Stored items:
# # #
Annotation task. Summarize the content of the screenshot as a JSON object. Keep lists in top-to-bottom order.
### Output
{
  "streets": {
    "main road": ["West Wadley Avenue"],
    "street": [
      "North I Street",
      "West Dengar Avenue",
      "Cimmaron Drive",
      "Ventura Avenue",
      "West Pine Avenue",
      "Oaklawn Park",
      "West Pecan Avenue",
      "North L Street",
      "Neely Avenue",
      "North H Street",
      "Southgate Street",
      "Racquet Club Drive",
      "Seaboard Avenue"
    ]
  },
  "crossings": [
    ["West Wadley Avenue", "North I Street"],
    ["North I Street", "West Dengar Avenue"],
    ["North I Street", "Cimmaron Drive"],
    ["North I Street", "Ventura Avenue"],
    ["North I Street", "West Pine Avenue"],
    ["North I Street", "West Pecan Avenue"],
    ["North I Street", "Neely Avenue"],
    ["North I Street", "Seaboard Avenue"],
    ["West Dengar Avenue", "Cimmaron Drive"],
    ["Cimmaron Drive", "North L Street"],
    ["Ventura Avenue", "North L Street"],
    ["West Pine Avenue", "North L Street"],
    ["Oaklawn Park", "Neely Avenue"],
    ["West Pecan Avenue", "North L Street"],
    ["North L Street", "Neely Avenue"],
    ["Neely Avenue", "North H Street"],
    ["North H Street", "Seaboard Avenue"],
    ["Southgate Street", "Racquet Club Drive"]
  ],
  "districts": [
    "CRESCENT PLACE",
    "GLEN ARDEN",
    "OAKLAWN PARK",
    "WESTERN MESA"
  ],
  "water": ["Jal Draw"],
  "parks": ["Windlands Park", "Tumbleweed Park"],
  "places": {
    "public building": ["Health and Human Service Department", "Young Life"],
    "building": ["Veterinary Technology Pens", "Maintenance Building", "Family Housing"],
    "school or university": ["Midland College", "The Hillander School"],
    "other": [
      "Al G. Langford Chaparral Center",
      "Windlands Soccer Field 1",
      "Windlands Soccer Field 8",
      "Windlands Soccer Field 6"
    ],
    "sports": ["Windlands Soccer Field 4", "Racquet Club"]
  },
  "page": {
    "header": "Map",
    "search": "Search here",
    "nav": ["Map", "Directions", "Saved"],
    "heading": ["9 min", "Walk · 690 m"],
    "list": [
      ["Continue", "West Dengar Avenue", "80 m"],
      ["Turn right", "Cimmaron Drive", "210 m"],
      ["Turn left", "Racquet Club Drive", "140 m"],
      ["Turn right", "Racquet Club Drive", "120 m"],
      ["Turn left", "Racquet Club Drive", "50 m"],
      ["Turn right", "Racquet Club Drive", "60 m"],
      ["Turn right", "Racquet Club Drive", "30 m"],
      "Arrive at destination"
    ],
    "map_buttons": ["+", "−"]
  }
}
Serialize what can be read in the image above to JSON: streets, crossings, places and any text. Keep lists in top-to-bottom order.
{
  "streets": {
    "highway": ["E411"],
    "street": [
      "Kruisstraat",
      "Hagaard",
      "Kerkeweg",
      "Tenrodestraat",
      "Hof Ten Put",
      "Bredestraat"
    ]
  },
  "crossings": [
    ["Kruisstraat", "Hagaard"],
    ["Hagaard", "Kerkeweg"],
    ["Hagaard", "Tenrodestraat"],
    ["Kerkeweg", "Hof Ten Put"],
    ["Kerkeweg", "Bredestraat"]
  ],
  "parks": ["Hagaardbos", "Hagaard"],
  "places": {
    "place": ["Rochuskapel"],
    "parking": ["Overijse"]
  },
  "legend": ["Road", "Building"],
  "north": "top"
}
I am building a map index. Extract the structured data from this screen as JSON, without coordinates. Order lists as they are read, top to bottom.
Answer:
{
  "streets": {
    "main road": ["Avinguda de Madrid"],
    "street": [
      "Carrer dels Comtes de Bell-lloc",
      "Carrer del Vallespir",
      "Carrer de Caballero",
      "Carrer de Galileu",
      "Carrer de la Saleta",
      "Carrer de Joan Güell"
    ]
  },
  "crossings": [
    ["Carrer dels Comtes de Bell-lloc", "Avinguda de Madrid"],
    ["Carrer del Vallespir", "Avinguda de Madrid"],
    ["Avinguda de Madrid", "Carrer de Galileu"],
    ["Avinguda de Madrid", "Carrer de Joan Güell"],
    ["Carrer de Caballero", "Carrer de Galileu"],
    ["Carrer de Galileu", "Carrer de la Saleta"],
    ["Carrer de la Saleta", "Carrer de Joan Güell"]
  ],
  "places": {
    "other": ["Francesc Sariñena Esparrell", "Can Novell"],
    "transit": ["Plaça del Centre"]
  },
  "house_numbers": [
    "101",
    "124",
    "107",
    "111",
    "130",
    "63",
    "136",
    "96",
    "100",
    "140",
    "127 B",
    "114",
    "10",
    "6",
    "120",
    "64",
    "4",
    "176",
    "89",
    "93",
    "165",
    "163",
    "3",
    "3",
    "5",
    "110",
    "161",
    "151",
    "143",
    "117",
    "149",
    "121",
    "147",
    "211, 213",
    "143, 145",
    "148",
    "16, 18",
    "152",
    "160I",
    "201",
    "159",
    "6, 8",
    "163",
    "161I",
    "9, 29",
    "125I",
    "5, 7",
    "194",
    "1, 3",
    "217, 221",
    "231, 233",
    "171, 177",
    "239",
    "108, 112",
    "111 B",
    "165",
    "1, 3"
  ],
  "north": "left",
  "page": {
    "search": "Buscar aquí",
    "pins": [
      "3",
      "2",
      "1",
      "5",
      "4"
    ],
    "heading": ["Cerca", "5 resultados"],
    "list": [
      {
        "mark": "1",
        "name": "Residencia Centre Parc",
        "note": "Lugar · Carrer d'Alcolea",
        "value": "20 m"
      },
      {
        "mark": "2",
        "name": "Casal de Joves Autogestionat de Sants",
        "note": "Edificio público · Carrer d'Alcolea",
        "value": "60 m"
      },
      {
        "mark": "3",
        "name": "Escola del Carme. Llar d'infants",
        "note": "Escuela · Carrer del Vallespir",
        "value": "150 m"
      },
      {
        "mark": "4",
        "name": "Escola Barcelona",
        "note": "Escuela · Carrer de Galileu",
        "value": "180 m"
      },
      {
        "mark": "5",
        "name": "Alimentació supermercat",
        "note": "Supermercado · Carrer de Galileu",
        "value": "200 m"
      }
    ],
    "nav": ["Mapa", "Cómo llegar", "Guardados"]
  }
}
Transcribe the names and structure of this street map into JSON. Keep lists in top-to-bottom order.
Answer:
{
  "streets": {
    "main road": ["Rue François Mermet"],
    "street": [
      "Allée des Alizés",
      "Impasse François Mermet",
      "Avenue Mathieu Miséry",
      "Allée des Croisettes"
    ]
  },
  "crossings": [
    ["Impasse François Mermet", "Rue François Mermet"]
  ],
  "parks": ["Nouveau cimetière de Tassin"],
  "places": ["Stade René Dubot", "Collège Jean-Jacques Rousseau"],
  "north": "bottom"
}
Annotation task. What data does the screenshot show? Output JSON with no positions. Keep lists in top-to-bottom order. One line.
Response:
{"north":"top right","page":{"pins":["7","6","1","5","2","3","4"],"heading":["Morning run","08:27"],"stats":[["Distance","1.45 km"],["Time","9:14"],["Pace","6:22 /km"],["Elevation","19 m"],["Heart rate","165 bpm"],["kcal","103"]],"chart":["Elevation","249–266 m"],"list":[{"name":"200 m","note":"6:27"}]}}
# # #
Return only the lines between the one holding "Serialize what can" and the one holding "I am building", inclusive, exactly as they appear above.

Serialize what can be read in the image above to JSON: streets, crossings, places and any text. Keep lists in top-to-bottom order.
{
  "streets": {
    "highway": ["E411"],
    "street": [
      "Kruisstraat",
      "Hagaard",
      "Kerkeweg",
      "Tenrodestraat",
      "Hof Ten Put",
      "Bredestraat"
    ]
  },
  "crossings": [
    ["Kruisstraat", "Hagaard"],
    ["Hagaard", "Kerkeweg"],
    ["Hagaard", "Tenrodestraat"],
    ["Kerkeweg", "Hof Ten Put"],
    ["Kerkeweg", "Bredestraat"]
  ],
  "parks": ["Hagaardbos", "Hagaard"],
  "places": {
    "place": ["Rochuskapel"],
    "parking": ["Overijse"]
  },
  "legend": ["Road", "Building"],
  "north": "top"
}
I am building a map index. Extract the structured data from this screen as JSON, without coordinates. Order lists as they are read, top to bottom.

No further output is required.